This article was published 27/03/2024 (598 days ago), so information in it may no longer be current.

Manitoba’s plan to restore the one-to-one ratio of skilled-trades apprentices to journeyperson supervisors won’t improve safety and will make the shortage of skilled labour even worse, critics say.

“It’s extremely disappointing to see Manitoba move backwards on this,” said Winnipeg Construction Association president Ron Hambley.

In 2021, the former Progressive Conservative government increased the ratio of apprentices supervised by Red Seal-certified journeypersons from one-to-one to two-to-one, saying it would increase apprenticeship registration and get more Manitobans into the skilled trades.

Mike Deal / Free Press Files
                                Ron Hambley, president of the Winnipeg Construction Association, said the province should not be making it harder to qualify skilled workers during a labour shortage.

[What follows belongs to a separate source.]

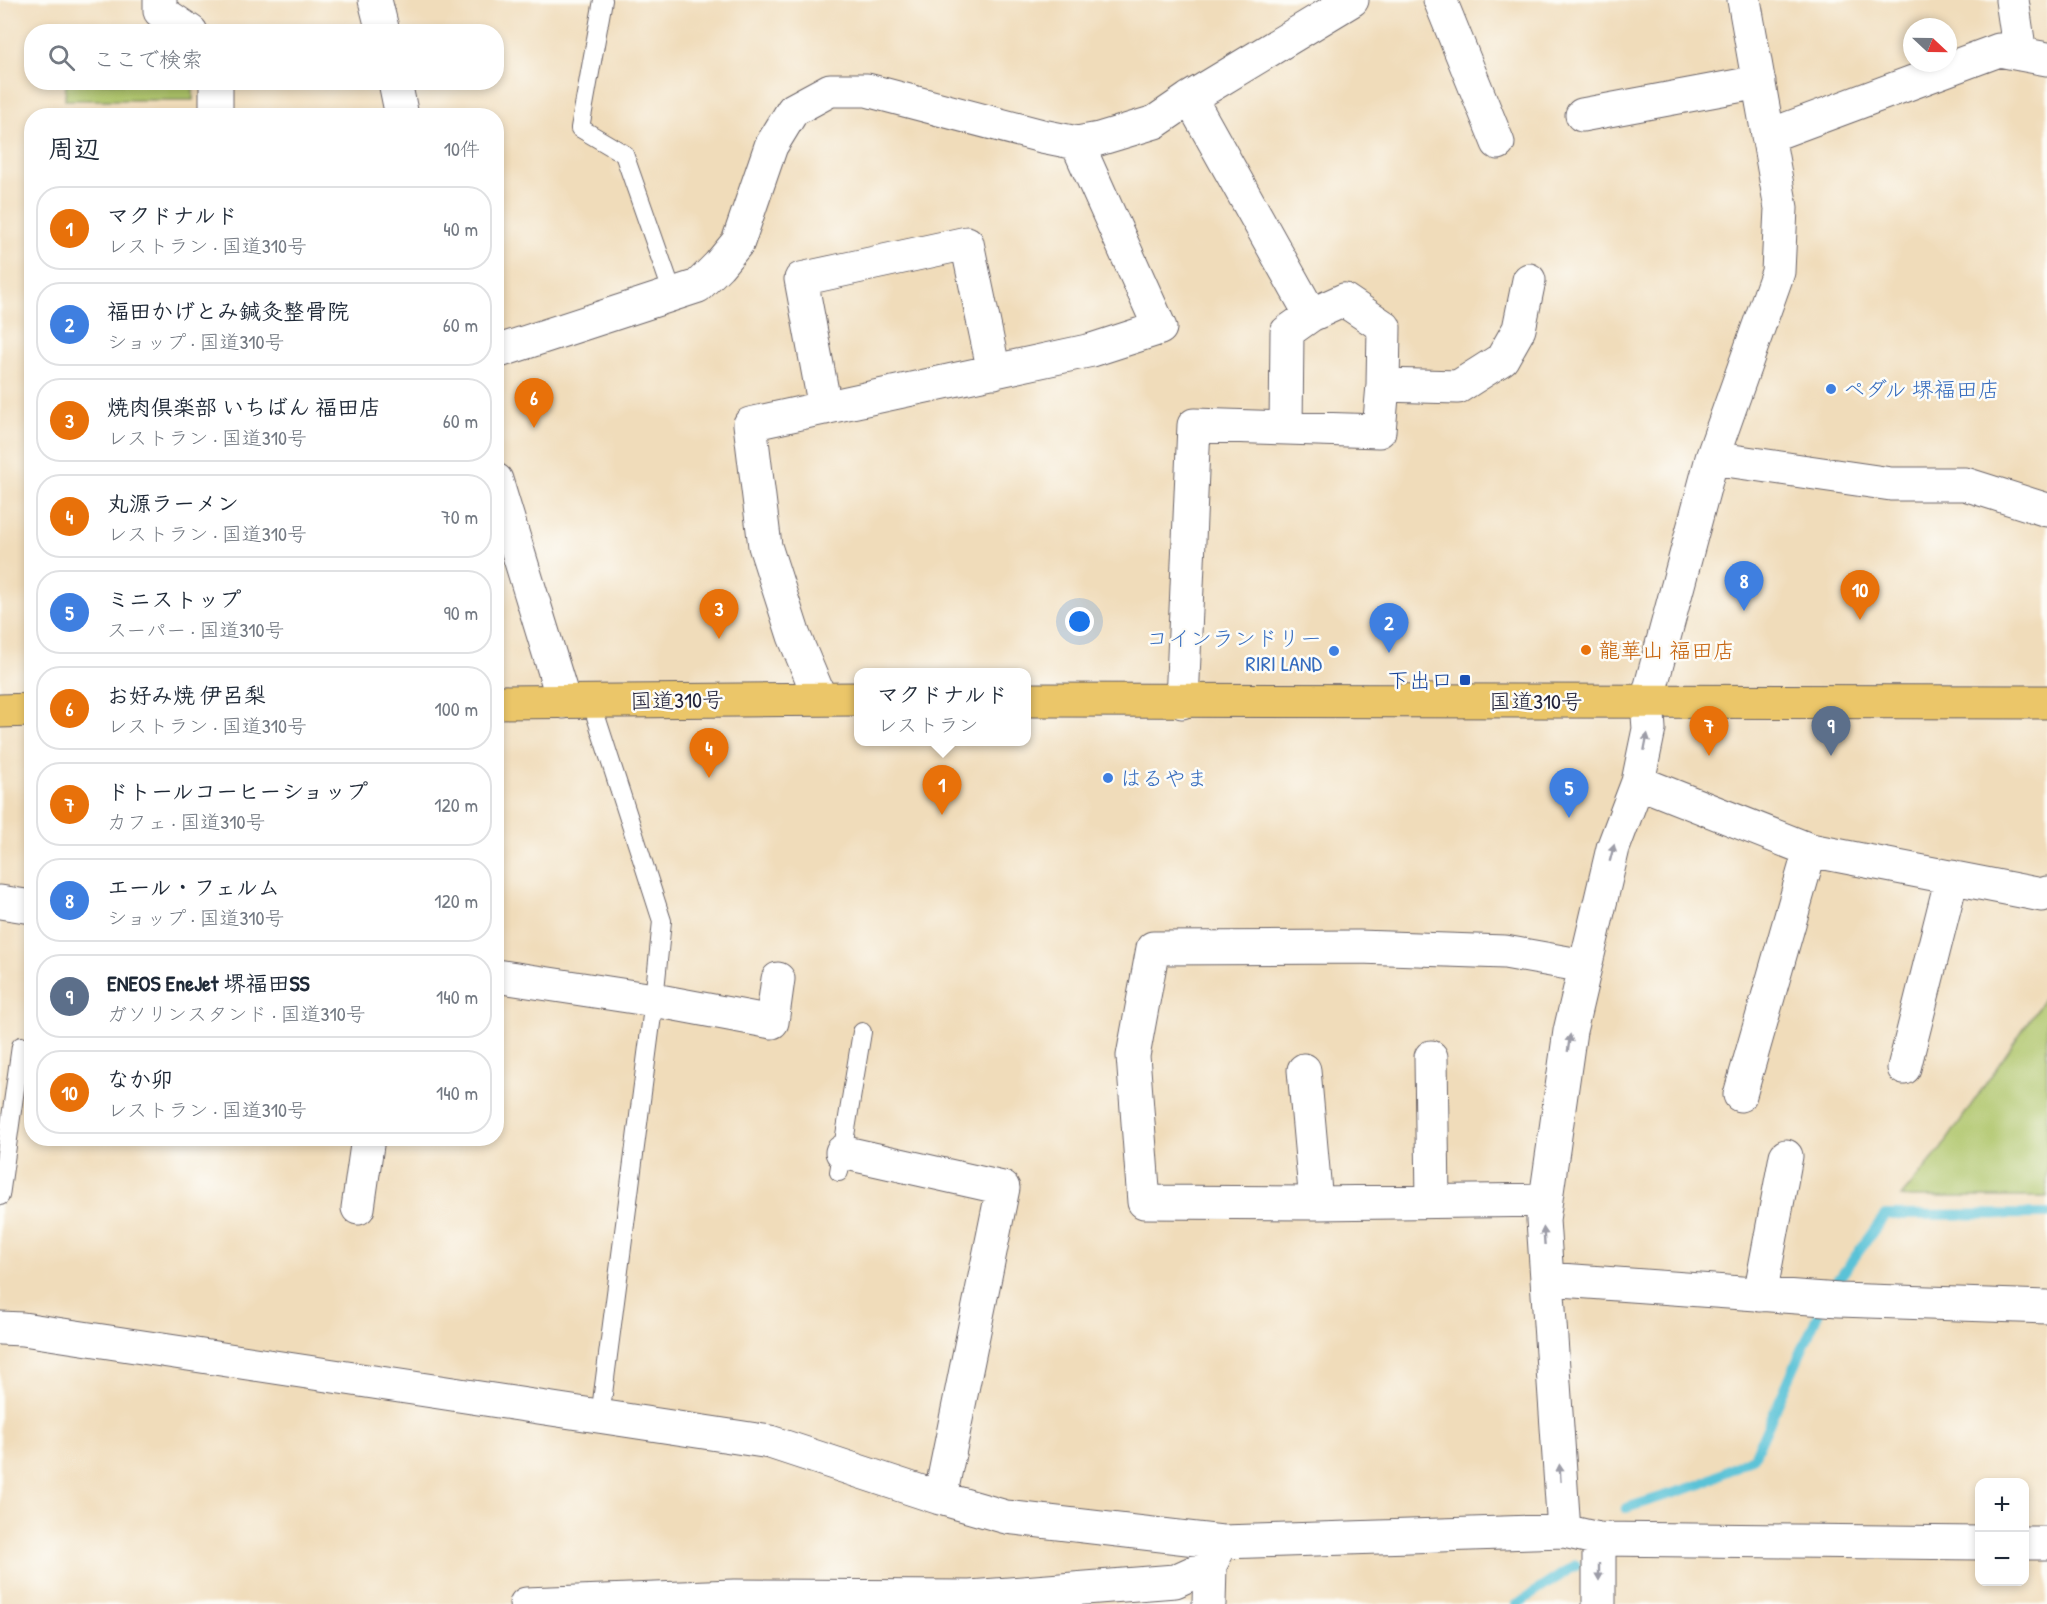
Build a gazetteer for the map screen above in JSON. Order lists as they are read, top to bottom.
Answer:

Mike Deal / Free Press Files

Ron Hambley, president of the Winnipeg Construction Association, said the province should not be making it harder to qualify skilled workers during a labour shortage.

On Wednesday, the NDP government announced it is going back to the one-on-one ratio to increase safety and improve training.

“This approach is going to help Manitobans not only feel comfortable going into the skilled trades but know that they’re going to go home after a day in the skilled trades,” Economic Development, Investment and Trade Minister Jamie Moses told the Free Press Wednesday. “Journeypeople can provide more attention when they have the one-to-one approach.”

Moses said the decision to reduce the ratio follows discussions with Manitobans, including the mother of 19-year-old Michael Skanderberg, who was electrocuted while replacing a school lighting system in 1999 without supervision.

Cindy Skanderberg lobbied for stronger safety rules that resulted in 2006 legislation to disallow helpers from performing such tasks and imposed a one-to-one apprenticeship ratio. When the PCs announced legislation in 2021 to increase the ratio, Skanderberg was back at the legislature to oppose the move.

“I will fight to my dying breath for my son and his legacy,” she told the Free Press at the time. She could not be reached for comment Wednesday.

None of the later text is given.